Code-Breaking: Encodings

Unicode

While ASCII is still commonly used, it is very limited in the number of characters is can represent. To be able to cover non-English languages (including Chinese) and symbols, a new standard, Unicode, evolved. Currently Unicode has over 137000 different characters. Although the character codes are standardized, there are different encoding standards (UTF8, UTF7, UTF16, etc) for representing the Unicode characters.

Base64

Base64 is a set of similar encodings that represent binary data through ASCII strings. Each Base64 character represents 6 bits of data, and therefore four Base64 characters represent three bytes of data. Base64 can often be recognized by the padding. Often you see one or more = at the end. This is because the binary data encoded not always has a length of a multiple of three.

Baudot codes

The Baudot code was invented by Émile Baudot before ASCII was invented. Each character in Baudot is represented by 5 bits and sent over a communication channel such as a telegraph wire or a radio signal. The term Baud, which is used for expressing the transmission speed, is derived from the Baudot name.

Hashes

A hash function maps data from any size to a fixed size "hash". The hashes are also refered to as hash values, hash codes or digests. They are commonly used in cryptography to assure integrity of data or protecting passwords or other sensitive data. Some of the most common cryptographic hash functions are SHA-1, SHA-2 and MD5 (which is no longer considered secure).

Burrows–Wheeler transform

The Burrows–Wheeler transform (BWT) rearranges letters into runs of similar characters. It is reversible as long as you store the position of the first original character. The repeating characters is especially useful for compression, which can take advantage of the repeating characters.
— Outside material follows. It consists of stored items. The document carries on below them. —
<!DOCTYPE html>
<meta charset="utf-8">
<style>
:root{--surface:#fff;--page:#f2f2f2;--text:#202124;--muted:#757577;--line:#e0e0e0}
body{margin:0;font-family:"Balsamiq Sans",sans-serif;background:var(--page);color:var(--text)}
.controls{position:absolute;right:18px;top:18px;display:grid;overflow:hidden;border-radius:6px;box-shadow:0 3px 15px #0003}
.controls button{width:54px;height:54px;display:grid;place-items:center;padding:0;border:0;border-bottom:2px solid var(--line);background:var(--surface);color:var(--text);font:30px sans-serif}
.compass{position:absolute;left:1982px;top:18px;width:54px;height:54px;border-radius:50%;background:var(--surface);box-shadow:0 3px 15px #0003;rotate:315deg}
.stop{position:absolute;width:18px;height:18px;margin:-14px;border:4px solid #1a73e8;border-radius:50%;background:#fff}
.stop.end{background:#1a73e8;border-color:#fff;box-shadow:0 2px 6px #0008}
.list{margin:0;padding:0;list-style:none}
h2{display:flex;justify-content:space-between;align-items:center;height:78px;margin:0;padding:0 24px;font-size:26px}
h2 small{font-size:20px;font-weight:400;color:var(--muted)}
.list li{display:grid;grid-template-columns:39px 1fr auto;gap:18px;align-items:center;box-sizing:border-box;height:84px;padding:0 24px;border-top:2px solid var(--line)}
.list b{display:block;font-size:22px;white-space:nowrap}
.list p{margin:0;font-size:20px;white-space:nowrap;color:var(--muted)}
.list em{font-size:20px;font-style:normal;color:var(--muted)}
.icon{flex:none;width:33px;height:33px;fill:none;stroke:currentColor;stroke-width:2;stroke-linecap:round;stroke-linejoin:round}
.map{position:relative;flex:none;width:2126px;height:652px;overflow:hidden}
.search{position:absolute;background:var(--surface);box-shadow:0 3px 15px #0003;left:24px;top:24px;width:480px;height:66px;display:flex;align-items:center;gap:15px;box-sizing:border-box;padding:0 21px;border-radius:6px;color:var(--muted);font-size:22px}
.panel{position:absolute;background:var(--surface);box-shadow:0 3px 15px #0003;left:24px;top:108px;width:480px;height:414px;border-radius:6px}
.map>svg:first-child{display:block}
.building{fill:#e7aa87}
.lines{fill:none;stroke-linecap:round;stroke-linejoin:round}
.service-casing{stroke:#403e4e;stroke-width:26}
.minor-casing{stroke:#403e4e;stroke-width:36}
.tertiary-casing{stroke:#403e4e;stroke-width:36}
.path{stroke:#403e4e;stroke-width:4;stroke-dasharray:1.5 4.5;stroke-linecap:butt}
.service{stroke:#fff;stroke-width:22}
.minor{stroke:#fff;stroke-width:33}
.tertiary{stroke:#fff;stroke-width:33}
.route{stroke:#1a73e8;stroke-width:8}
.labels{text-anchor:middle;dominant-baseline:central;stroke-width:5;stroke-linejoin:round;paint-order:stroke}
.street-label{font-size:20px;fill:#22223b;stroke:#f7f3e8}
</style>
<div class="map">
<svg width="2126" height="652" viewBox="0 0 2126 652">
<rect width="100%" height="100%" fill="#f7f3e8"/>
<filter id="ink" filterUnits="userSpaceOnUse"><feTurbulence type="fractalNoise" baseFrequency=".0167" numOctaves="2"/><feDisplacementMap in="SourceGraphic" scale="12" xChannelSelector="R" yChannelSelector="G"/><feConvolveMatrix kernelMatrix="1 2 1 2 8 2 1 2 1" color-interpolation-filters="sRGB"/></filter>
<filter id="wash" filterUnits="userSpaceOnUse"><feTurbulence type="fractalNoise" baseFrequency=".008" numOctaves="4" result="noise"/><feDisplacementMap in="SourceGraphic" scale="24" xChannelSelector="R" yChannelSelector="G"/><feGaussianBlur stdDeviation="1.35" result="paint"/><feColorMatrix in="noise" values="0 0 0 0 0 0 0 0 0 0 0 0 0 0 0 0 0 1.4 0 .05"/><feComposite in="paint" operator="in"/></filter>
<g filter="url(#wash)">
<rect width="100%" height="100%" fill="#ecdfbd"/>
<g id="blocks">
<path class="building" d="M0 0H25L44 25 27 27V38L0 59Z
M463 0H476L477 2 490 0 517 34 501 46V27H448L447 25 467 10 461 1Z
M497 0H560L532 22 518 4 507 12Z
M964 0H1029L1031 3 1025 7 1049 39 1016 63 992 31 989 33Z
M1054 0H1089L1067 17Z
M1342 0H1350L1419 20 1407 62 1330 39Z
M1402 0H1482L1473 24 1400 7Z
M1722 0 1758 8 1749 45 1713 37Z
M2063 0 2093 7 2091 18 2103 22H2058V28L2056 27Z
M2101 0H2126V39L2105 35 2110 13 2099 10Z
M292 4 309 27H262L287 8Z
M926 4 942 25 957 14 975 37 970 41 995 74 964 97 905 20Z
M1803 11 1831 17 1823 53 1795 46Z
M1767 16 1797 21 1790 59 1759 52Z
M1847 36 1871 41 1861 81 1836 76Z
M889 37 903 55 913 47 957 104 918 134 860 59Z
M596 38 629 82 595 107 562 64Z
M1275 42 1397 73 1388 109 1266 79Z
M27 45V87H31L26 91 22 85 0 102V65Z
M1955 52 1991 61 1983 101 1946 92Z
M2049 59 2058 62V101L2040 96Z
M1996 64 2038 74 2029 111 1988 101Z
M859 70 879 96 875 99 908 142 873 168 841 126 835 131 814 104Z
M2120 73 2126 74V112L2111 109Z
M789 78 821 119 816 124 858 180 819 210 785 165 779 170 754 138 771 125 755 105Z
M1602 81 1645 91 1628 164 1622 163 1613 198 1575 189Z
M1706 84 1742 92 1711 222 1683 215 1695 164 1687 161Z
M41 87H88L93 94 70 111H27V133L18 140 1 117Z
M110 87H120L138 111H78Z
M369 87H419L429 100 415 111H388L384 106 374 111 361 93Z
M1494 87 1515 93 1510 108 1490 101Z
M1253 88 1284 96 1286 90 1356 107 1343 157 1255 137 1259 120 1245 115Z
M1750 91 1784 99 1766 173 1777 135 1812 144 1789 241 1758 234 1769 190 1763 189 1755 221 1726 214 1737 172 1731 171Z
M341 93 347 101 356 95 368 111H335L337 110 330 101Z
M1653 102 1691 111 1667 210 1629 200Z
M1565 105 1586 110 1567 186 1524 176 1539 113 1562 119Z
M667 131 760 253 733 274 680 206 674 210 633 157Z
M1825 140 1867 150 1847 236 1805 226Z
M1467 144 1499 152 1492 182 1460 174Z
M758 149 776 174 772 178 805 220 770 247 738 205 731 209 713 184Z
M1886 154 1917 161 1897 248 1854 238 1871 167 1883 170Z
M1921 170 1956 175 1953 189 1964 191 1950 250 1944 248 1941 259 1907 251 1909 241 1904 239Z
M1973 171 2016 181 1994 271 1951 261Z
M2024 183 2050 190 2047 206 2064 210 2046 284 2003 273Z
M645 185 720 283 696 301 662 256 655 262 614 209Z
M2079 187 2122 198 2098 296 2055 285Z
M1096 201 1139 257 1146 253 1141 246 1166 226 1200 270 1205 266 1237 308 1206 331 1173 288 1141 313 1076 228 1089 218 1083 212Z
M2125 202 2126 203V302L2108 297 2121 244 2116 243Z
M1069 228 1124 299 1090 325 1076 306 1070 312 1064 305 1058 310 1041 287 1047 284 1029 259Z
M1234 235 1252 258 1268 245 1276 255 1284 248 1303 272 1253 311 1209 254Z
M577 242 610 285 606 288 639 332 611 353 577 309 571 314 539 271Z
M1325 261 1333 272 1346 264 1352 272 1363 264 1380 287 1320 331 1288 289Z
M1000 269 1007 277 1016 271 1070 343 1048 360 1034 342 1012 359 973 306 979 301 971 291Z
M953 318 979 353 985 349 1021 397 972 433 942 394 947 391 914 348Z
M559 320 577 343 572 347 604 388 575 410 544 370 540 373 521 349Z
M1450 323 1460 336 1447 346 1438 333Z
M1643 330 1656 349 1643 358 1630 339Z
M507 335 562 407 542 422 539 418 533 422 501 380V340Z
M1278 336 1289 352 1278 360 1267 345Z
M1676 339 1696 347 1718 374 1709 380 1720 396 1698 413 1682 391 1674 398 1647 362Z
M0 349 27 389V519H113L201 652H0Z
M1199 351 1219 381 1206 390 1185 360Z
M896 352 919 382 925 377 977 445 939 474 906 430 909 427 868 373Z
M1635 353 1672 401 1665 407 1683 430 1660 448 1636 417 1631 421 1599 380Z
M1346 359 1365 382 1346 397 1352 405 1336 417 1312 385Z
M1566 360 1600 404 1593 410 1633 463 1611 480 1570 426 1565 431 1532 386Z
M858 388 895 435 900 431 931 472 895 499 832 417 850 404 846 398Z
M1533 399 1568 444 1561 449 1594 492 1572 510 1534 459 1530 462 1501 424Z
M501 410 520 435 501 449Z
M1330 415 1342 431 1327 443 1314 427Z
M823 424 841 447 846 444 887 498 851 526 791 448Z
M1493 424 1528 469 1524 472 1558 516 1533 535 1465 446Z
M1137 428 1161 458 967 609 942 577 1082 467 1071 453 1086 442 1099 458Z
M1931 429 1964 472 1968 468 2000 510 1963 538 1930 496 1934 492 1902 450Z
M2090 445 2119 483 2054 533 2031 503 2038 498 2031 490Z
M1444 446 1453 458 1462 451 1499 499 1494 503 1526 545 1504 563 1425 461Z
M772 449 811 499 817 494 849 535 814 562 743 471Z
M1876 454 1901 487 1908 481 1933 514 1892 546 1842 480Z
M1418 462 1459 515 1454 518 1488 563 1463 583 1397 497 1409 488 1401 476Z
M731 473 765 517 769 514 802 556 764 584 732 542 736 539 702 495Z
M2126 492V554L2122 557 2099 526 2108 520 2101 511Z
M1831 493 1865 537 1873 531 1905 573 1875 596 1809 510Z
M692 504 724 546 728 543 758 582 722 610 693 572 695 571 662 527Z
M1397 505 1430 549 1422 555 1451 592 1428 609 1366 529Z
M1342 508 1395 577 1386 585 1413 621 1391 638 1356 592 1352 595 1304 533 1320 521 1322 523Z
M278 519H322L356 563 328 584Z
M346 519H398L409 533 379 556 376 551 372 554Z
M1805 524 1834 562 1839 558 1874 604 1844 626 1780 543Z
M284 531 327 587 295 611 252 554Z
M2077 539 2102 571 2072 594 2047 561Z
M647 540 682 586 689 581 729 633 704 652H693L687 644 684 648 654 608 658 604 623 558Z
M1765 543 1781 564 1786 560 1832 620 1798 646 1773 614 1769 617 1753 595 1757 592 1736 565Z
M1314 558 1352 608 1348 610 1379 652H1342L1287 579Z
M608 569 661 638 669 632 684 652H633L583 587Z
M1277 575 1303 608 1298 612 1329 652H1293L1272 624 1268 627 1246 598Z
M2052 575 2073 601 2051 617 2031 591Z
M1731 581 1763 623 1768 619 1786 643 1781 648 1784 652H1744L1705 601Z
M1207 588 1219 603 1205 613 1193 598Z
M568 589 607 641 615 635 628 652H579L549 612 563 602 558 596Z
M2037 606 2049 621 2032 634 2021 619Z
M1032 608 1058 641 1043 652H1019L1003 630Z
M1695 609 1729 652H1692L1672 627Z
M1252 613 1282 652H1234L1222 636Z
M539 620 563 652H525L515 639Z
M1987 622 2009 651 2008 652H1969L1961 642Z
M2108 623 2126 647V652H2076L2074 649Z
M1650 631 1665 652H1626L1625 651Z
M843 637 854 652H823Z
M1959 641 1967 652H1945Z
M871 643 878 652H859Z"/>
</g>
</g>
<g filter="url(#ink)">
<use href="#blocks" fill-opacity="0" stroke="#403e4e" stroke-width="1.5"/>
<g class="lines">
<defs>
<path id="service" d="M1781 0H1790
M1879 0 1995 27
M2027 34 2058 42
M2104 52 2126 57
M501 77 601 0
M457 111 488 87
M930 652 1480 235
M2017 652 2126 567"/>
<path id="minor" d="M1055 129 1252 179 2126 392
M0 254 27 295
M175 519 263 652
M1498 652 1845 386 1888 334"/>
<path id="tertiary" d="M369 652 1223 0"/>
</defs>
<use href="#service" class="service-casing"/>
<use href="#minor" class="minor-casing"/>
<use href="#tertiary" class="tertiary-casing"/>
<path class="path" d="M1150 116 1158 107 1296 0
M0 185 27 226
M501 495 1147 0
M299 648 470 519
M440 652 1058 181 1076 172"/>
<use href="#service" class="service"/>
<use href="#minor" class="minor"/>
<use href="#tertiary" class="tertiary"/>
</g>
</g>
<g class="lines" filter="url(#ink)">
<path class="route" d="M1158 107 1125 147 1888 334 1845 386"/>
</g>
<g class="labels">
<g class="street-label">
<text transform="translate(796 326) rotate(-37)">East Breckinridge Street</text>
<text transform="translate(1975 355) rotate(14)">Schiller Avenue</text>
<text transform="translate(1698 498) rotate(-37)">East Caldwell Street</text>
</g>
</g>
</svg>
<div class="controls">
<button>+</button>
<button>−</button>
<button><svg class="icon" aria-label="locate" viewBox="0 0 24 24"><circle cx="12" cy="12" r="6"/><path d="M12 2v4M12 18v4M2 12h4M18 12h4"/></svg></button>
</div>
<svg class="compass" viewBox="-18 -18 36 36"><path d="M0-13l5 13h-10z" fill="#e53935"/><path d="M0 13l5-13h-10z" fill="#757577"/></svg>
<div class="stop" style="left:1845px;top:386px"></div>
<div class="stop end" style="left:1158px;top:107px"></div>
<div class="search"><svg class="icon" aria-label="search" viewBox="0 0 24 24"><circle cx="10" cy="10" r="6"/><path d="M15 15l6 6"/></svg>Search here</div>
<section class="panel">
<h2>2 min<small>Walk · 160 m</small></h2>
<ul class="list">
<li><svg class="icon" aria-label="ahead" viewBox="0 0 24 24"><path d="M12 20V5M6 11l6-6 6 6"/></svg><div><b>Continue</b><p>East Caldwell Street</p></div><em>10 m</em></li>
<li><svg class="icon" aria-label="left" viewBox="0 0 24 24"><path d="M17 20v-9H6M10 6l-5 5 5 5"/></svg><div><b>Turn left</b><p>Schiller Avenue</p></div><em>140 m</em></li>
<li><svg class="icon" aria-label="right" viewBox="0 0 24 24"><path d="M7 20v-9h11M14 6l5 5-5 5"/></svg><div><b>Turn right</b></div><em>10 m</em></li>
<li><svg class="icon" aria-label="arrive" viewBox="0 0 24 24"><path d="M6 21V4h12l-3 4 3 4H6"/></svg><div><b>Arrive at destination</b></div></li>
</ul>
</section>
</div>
It is a method of increasing the efficiency of text compression, costing only a little extra computation.

QR codes and barcodes

Many different standards exist for barcodes. Depending on the standard used, they can represent characters, numbers or the whole range of ASCII characters. QR codes is a form of two-dimensional barcodes that has become popular for storing addresses (URLs) and appear in advertising, in magazines, on signs, etc. There are smartphone apps for scanning QR and bardcodes. Also they can be read by online services.